All of the above rules apply to gherms of all stripes. If you’ve ever done any of that stuff … take a guilty bow, and welcome to the club. But what kind of gherm are you? Some of the common specimens include the following:
- The Family Tree Gherm: This is the guy that proclaims to be related to the band in some way. He is usually the brother of the drummer’s wife’s sister’s aunt that married and divorced his uncle’s third cousin. It is funny how this guy has never shown up to any of the family reunions, but because he is “kin” he assumes him and his five friends should be able to get into any show for free.
- The Betty Crocker Gherm: Betty is usually a very sweet female and she means no harm. She likes to bake goodies for the band, like cakes, brownies and cookies. But even though she is a great cook and the band appreciates all her hard work, the food usually goes straight into the trash because no one is positive she doesn’t have 27 cats spraying all over her kitchen counter tops.
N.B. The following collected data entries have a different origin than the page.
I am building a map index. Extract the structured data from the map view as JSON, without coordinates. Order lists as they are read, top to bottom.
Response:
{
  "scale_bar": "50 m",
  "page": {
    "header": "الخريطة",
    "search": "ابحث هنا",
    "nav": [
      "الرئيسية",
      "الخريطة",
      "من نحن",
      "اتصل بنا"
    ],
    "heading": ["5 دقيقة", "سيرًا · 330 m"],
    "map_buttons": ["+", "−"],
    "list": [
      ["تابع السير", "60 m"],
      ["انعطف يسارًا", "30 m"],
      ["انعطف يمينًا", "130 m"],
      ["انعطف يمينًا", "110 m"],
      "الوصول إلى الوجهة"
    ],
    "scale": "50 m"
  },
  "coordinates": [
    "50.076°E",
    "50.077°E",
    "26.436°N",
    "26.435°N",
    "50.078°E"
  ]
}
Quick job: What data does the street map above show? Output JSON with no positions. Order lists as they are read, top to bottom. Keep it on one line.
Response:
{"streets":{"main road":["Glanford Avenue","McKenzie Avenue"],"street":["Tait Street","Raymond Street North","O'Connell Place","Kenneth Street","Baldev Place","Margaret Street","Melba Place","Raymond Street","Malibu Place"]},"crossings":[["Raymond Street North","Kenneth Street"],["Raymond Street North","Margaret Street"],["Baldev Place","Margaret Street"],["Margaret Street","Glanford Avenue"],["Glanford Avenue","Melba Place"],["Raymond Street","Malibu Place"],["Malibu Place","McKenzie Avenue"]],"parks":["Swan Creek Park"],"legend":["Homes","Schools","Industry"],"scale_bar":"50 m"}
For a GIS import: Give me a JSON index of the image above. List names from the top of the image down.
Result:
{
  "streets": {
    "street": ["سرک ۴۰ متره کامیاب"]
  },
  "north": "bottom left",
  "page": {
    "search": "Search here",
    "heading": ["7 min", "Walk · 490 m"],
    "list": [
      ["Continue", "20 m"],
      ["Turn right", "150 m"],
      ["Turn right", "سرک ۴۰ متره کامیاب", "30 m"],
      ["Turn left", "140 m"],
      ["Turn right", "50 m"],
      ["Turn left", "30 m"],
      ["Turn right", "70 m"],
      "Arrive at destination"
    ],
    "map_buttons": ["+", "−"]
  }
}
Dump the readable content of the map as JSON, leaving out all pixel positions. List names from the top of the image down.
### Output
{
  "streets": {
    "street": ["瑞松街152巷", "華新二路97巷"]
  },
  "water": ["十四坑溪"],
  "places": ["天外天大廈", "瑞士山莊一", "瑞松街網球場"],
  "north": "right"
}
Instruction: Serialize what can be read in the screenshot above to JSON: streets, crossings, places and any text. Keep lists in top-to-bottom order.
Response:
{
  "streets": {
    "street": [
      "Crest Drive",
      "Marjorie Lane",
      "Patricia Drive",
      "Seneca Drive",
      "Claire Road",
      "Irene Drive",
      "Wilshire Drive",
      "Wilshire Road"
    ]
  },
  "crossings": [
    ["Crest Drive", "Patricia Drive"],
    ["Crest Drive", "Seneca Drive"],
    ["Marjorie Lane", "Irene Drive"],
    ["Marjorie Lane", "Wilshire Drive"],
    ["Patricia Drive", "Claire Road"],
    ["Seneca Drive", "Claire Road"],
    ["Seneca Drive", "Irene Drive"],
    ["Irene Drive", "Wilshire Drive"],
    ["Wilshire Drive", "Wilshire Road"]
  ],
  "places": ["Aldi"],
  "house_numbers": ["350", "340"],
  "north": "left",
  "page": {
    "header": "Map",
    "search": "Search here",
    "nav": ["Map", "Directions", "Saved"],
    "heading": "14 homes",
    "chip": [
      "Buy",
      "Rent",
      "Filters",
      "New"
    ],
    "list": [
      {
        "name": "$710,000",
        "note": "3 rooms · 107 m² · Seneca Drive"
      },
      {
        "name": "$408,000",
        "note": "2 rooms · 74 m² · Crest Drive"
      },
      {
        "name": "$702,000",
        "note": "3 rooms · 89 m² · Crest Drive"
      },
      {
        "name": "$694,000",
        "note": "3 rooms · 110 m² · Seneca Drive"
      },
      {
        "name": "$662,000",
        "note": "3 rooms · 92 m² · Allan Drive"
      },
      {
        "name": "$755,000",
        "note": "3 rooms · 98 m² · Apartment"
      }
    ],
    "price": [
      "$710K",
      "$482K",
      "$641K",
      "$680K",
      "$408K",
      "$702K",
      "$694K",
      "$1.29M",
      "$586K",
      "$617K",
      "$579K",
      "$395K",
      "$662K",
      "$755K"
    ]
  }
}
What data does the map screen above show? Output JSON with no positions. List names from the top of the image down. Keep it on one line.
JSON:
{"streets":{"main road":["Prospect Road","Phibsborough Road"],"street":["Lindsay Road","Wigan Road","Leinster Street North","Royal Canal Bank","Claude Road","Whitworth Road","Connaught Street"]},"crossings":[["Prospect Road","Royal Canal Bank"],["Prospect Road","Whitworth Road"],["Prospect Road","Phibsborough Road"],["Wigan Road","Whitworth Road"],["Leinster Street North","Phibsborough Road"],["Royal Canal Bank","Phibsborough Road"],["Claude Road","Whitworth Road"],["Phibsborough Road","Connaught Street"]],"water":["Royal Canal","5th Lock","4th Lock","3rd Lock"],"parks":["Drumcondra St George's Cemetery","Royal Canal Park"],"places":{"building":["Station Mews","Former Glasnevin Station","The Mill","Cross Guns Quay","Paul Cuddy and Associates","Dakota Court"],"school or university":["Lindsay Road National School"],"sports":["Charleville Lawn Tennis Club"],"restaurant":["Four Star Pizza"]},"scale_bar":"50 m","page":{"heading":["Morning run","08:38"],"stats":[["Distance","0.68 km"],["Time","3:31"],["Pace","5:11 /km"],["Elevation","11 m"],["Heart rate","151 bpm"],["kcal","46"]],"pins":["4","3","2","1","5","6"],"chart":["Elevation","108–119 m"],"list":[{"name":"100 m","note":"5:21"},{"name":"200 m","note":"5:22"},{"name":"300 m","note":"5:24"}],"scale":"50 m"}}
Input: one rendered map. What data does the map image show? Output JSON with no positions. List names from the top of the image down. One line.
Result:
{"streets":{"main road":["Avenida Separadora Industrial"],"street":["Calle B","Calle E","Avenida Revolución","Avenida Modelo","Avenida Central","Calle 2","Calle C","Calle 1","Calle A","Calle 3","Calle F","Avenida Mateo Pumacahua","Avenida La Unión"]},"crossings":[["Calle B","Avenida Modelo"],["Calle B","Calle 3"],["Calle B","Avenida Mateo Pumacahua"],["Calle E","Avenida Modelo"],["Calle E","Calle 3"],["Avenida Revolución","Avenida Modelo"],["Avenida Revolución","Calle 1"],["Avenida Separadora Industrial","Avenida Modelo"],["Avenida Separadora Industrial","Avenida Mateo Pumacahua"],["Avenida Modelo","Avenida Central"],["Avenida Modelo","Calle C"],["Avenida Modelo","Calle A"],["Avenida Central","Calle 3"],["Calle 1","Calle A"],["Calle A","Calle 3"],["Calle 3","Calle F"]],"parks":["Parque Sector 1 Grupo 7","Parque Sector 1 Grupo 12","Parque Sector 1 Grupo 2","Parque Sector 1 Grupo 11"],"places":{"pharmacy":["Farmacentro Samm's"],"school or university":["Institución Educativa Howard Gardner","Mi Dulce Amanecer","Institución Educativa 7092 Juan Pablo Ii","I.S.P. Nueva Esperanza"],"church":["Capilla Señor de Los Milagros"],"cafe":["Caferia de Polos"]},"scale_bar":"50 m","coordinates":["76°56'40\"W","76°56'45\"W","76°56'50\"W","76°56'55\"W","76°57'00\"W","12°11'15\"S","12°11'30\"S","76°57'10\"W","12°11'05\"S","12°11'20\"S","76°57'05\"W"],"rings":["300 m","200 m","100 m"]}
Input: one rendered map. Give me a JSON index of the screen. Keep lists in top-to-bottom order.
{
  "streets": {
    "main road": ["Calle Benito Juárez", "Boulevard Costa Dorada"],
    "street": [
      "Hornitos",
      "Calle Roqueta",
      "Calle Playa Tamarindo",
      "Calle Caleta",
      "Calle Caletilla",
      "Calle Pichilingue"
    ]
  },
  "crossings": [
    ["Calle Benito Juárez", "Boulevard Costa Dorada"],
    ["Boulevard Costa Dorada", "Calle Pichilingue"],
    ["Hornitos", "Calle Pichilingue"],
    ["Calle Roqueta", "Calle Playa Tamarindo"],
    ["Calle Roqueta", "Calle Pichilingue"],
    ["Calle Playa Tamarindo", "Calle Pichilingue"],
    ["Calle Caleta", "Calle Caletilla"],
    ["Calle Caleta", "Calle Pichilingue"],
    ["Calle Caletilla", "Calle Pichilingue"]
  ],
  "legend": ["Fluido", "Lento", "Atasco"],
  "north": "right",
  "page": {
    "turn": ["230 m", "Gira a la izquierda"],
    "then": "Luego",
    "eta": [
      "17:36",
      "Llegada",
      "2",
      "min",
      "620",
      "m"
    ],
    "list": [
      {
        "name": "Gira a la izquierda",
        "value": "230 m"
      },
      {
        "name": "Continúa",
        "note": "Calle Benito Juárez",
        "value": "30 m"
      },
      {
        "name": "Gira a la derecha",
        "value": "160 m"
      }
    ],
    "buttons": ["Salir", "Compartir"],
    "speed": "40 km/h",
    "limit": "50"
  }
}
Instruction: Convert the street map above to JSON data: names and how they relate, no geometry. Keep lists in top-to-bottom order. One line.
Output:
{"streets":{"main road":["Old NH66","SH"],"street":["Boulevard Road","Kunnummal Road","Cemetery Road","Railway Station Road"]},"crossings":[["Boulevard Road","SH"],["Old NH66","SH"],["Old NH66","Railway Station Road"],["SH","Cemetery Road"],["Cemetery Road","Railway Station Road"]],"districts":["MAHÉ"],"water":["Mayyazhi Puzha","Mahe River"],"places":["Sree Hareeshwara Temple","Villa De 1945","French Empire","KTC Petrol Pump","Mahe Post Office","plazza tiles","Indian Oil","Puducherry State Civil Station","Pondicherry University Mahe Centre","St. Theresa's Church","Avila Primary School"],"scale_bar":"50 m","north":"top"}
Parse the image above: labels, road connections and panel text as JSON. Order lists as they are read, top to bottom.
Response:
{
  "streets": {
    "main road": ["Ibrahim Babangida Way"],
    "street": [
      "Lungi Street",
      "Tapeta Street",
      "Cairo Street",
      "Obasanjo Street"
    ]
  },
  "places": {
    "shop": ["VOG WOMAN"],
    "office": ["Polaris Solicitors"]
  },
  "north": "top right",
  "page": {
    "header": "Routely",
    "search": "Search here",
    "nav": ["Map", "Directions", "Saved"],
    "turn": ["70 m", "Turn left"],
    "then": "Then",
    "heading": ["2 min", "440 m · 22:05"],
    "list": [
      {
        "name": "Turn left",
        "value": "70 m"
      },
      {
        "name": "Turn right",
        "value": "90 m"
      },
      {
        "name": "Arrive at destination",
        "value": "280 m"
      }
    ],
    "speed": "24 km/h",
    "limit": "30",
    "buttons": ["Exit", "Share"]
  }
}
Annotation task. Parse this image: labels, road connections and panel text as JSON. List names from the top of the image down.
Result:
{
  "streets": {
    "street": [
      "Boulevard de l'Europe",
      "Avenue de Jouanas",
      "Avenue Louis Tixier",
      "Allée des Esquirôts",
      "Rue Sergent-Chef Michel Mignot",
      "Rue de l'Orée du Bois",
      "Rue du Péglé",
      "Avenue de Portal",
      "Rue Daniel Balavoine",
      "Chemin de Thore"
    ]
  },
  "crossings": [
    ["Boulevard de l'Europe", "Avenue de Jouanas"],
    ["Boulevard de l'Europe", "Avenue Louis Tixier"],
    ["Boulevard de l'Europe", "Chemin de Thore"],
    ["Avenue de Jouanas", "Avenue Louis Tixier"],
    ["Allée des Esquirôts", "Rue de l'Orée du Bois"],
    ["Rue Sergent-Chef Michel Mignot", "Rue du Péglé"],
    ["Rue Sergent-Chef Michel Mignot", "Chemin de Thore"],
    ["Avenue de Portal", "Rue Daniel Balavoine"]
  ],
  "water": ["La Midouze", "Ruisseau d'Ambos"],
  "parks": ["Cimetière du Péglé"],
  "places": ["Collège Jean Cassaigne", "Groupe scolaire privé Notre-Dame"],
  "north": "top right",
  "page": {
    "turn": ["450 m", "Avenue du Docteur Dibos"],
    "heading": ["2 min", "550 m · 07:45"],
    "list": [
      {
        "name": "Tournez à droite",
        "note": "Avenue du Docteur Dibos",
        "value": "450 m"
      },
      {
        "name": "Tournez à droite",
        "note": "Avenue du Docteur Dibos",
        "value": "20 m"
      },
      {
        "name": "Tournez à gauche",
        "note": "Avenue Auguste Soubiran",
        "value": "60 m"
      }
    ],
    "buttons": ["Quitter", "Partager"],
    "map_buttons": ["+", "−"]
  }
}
- The Worm Gherm: Everyone knows this guy. He is the fella with all the connections, the money and maybe a lake house or a deer lease, and that is what helps him “worm” his way into the band’s inner circle. He has more money than he knows what to do with, but for some reason he is also the first one to call and ask to be placed on the guest list. He doesn’t really enjoy the music, he just gets off on being able to name drop to his golfing buddies down at his country club about all his famous rock star friends.
- Barbie Gherm: You have all seen Barbie and her gal pals. She is the unbelievably gorgeous girl that can be found standing on the side of the stage or on the bus after every show. No one really has a clue how she got there, but she is hot and has hot friends so she is great to have around. Well, she is fun until it becomes obvious she doesn’t even know the name of the band and just wants to post all of the inappropriate “after party” pictures on Facebook just to make her friends jealous. Any band will work.
- After Party Gherm: This is the guy that doesn’t want the party to end. He is usually found slurring in the lead singer’s face at the merch table when the bar is closing. He has to invite the band over to his house about six times because he’s been cooking brisket all day and has three kegs of beer. The band usually takes the directions to his house just to get him to leave, but never shows up.
- Roadie Wannabe Gherm: This kid is a helper. He isn’t employed by the band or the venue, but he is the first one to show up and get to work. He is a great kid but no one knows where he came from and because he was never hired, he can’t be fired. He is a hard worker and helps load in and load out equipment, has a sharpie or a flashlight on him at all times, but no one can ever seem to remember his name. He doesn’t seem to mind, though, and don’t feel too bad for the kid because he’ll probably end up being the band’s tour manager in six months.
So yeah, we gherms are an easy lot to snicker at. And a lot of times, we probably have it coming. But apart from a few of the exceptions noted above, most gherms are first and foremost fans, and artists need to respect that if they expect to be respected in turn.
If you’re a musician, once you’ve passed the pass-the-tip-jar stage of your career, and especially once you’ve graduated to headliner status, gherms come with the territory of being a successful performing artist. If you can’t stand the adoration, go be a mailman or find a retail job. Nobody ever asks for a Home Depot Employee of the Month’s autograph.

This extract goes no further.